Eitaro Ishigaki (石垣 栄太郎, Ishigaki Eitarō) was a Japanese-born American painter. He lived and worked in the United States between 1909 and 1952. Ishigaki, who came to the US as a migrant worker in the early 20th century, depicted the contradictions of American society from the perspective of a minority person. Ishigaki was also a founding member of progressive and politically active organizations, including the John Reed Clubs (JRC) in 1929 and the American Artists' Congress in 1936. Ishigaki was a committed leftist throughout his life and career, "whose canvases and murals depicted social injustices and urban life." His one of best known works, The Bonus March (1932), depicts a critical moment in WWI veterans' famous march into Washington, D.C., in 1932.

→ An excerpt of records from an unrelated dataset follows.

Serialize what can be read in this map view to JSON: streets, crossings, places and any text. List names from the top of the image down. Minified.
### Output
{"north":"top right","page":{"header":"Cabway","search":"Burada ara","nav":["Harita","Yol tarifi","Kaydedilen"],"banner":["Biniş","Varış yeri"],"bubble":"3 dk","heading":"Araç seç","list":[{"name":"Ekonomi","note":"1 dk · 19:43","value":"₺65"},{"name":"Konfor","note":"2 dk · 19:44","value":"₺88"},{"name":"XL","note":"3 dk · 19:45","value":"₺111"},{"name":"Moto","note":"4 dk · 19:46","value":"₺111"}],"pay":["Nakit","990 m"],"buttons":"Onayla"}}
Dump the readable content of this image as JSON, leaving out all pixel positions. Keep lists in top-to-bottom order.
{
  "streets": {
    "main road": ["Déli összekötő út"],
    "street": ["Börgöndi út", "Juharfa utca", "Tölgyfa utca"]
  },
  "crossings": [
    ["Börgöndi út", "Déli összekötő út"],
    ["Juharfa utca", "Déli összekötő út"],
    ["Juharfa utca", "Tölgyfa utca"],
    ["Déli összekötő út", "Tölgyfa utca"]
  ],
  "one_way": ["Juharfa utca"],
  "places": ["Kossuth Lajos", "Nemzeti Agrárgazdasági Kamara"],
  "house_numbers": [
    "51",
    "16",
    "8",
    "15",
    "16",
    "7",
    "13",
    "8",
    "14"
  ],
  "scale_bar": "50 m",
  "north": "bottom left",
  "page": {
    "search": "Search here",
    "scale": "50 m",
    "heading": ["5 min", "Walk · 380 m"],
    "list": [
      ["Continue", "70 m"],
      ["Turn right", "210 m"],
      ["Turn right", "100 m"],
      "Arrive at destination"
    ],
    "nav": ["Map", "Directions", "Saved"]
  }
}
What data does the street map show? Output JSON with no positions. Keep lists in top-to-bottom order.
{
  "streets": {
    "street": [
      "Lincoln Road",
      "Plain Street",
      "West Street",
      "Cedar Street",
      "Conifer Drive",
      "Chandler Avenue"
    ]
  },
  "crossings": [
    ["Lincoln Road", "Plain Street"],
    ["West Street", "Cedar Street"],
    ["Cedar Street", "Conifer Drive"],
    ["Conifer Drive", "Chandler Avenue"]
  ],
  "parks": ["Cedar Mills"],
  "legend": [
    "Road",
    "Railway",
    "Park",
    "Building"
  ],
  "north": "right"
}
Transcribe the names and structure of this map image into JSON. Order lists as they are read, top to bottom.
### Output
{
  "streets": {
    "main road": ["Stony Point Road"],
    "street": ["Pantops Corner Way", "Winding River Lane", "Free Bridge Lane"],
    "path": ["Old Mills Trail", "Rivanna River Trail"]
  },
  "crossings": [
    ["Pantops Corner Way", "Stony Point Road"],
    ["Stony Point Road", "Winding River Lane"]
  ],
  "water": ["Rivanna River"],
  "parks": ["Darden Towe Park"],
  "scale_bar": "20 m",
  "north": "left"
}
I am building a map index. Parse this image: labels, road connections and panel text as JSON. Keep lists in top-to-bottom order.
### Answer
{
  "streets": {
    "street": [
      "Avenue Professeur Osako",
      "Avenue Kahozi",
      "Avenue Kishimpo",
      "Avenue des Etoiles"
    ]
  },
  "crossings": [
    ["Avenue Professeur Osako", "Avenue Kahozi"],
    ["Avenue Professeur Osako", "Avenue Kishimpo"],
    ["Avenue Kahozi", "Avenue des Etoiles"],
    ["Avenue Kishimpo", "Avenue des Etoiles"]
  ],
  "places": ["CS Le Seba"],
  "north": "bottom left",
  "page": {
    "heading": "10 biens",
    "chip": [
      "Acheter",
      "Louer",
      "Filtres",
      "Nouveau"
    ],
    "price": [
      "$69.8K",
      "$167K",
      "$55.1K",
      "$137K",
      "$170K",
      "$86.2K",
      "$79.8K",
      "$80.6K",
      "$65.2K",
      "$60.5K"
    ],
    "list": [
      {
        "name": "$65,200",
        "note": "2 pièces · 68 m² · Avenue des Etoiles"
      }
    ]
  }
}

Ishigaki's work is held by the Art Institute of Chicago. In 1997 and 2013, the Museum of Modern Art, Wakayama held commemorative exhibitions of his works. His work is also located in the Ishigaki Eitaro Memorial Museum in Wakayama, Japan.

==Biography==

=== Early years on the US West Coast (1909–1915) ===
Eitaro Ishigaki was born on December 1, 1893, in Taiji, Wakayama Prefecture, Japan. In 1909, at the age of 16, he emigrated to the United States in to live with his father, who had emigrated to the United States in 1901. Many people from Wakayama Prefecture, mainly from the Kinan region, emigrated to the United States. Among them were Ishigaki, Seimatsu Hamaji and Henry Sugimoto, who became painters in the United States. According to the short biography in the anthology Asian American Art, 1850-1970, Ishigaki arrived with his father in Seattle and moved with him to Bakersfield, California, the following year. Like the majority of Asian immigrants on the US West Coast, Ishigaki experienced life in the United States at that time as a migrant worker who had to do underpaid and physically strenuous work. For example, he worked as a day laborer on orchards, an assistant (busboy) in restaurants and as a cleaner in hotels in Bakersfield, San Francisco, and Seattle.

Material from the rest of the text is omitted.